After bike commuting for 10 years and now working from home, I ask that question all the time.

My only guess after asking around is people think they "have to". People put their head down and forget to think about the bigger picture. Maybe working for DoorDash is the same type of thing?


A bike commute for me would be a minimum of 2 hours (twice a day) and I'm almost at the years of experience the vast majority of remote jobs start at (which isn't a small number like 2), so you could say I "have to".


Well, apparently there's something more important to you than moving closer to work. That's your choice.


> apparently there's something more important to you

Yup, it's called living in the real world.


> That's your choice.

Yep, it's totally someone's choice to live in a neighborhood with affordable housing as opposed to a mansion across the street from their place of employment. Gee, looks like we both know how to make irrational overgeneralizations.


Two hours of reading, snoozing, thinking, hobbies, what's wrong with that? I used to quite appreciate the time and space of my long commute.


This is classic Stockholm syndrome with commutes that I see all too often.

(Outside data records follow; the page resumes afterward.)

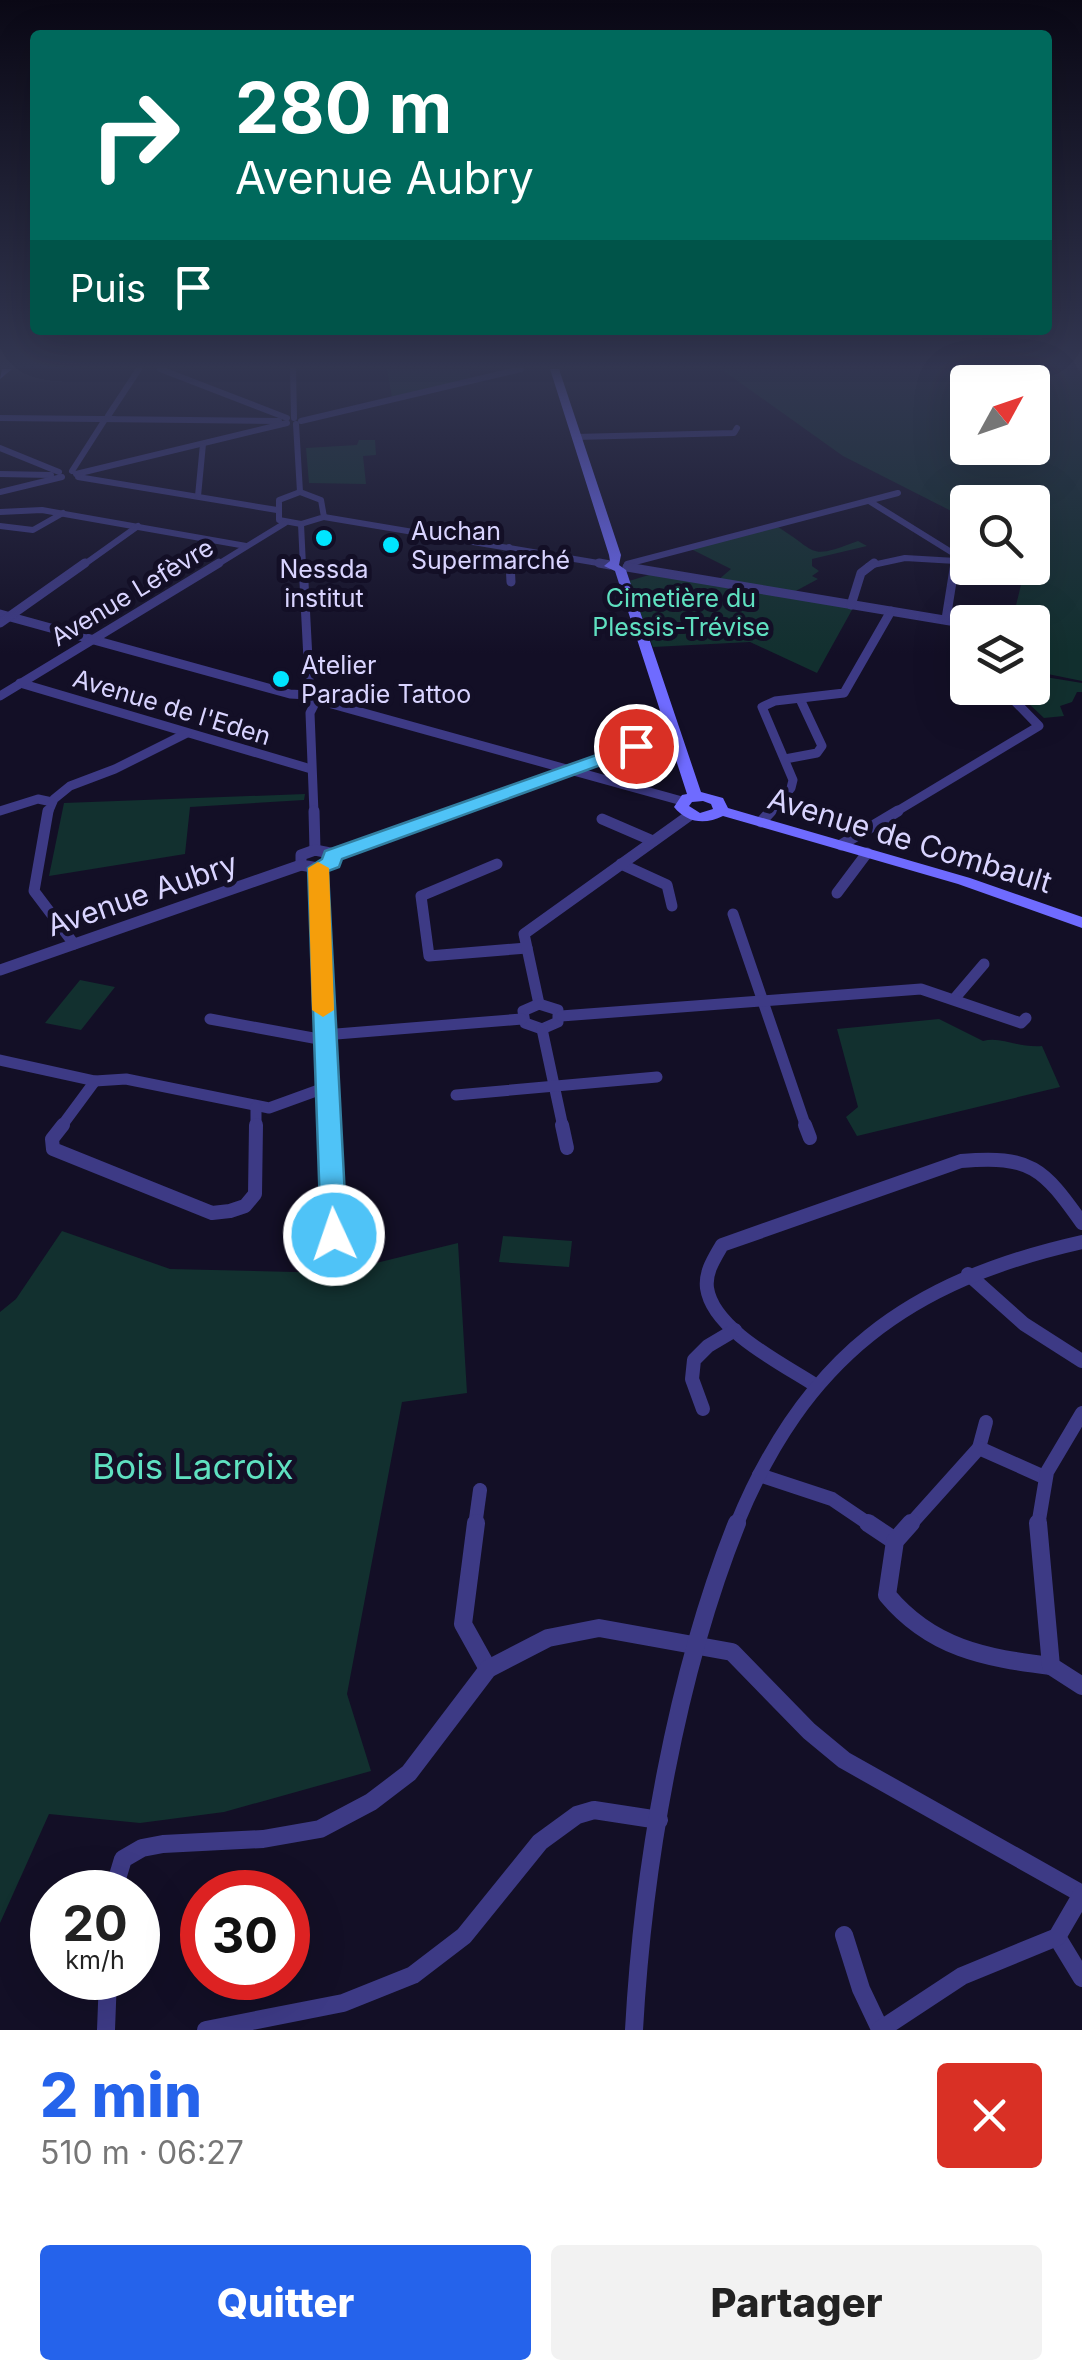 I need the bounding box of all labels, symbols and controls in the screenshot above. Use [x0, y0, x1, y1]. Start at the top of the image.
text: 280 m [235, 65, 452, 150]
icon: right [70, 70, 200, 200]
text: Avenue Aubry [235, 150, 534, 205]
icon: arrive [166, 260, 221, 315]
text: Puis [70, 265, 146, 311]
north arrow [950, 365, 1050, 465]
map controls [950, 365, 1050, 705]
button: search [950, 485, 1050, 585]
place label: Auchan Supermarché [411, 516, 570, 575]
marker: Nessda institut [313, 527, 335, 549]
street label: Avenue Lefèvre [46, 532, 218, 652]
marker: Auchan Supermarché [380, 534, 402, 556]
place label: Nessda institut [279, 554, 369, 613]
park label: Cimetière du Plessis-Trévise [592, 583, 770, 642]
button: layers [950, 605, 1050, 705]
place label: Atelier Paradie Tattoo [301, 650, 471, 709]
street label: Avenue de l'Eden [70, 663, 274, 751]
marker: Atelier Paradie Tattoo [270, 668, 292, 690]
pin [594, 704, 679, 789]
icon: arrive [609, 719, 664, 774]
street label: Avenue de Combault [764, 780, 1057, 900]
street label: Avenue Aubry [42, 845, 242, 943]
position arrow [282, 1183, 386, 1287]
park label: Bois Lacroix [92, 1445, 294, 1487]
speed limit sign: 30 [180, 1870, 310, 2000]
text: 20 [62, 1893, 128, 1953]
text: km/h [65, 1945, 125, 1975]
text: 2 min [40, 2059, 202, 2131]
button: close [937, 2063, 1042, 2168]
text: 510 m · 06:27 [40, 2133, 244, 2172]
button: Quitter [40, 2245, 531, 2360]
button: Partager [551, 2245, 1042, 2360]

What's wrong with the commute? The fact that, if you didn't have the commute, you could do all those same things and also anything else you can think of. The opportunity cost is enormous.


> if you didn't have the commute, you could do all those same things and also anything else you can think of

I don't think that's true.

In my case, I'd pay the opportunity cost of not being able to both do the PhD with the advisor I wanted and also have my daughter live where I wanted.

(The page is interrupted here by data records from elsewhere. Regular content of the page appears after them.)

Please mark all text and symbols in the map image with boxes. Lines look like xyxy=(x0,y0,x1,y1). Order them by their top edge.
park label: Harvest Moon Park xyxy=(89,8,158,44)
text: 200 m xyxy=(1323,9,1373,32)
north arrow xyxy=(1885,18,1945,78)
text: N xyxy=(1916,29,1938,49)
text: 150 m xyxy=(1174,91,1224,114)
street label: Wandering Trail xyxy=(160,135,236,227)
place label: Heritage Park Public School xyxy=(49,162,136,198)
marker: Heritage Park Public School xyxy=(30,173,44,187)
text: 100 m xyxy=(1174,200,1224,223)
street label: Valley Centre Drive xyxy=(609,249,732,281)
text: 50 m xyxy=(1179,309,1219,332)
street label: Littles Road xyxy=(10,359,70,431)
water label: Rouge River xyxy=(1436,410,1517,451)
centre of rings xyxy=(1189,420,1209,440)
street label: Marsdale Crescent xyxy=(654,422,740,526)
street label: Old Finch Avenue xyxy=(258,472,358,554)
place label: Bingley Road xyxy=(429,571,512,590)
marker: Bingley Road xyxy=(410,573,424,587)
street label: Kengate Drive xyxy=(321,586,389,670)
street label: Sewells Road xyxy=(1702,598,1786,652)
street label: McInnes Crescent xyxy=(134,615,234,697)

If I didn't take the commute, I could do my hobbies, but not simultaneously both do the PhD I wanted and have my daughter live where I wanted.

Only the commute lets me satisfy everything I want.

See?


Always an edge case.

You can't have your PhD advisor at home, but consider how many people commute to jobs that could be done just as effectively from home/remotely. How many man-hours are lost to that.

Also, it seems like you're using public transport. You're lucky that that is a) a viable option and b) pleasant enough that you don't want to murder people after a few weeks of doing it. The majority of commuters around the world are using personal transport, which has a huge carbon cost and does not allow for doing other things while commuting.

Finally, there are plenty of studies demonstrating the link between longer commute and lower well-being and mental health. https://link.springer.com/article/10.1007/s11116-019-09983-9

Personally, I wouldn't mind a 40 minute train trip and a 5 minute walk either side, but a 40 minute drive is awful. I've gone from a 40 minute drive to a 10 minute drive, and I feel "free-er" because of it.


Must be a place with good public transit? I know someone that drives an hour and a half one way just to work in a call center and drive back. So around 3 hours wasted. I guess only music, or maybe a audio book or podcast then in that case but I've seen people text and drive, read books and do makeup before though too even if you aren't supposed to. So many parts of the US lacks public transport, so if you don't have a car you are limited so much. However in the bigger cities there's more options.


Heh, I used to do that - if you asked me I think it worked out ok.

Lived in a bigger place, but had the bad commute.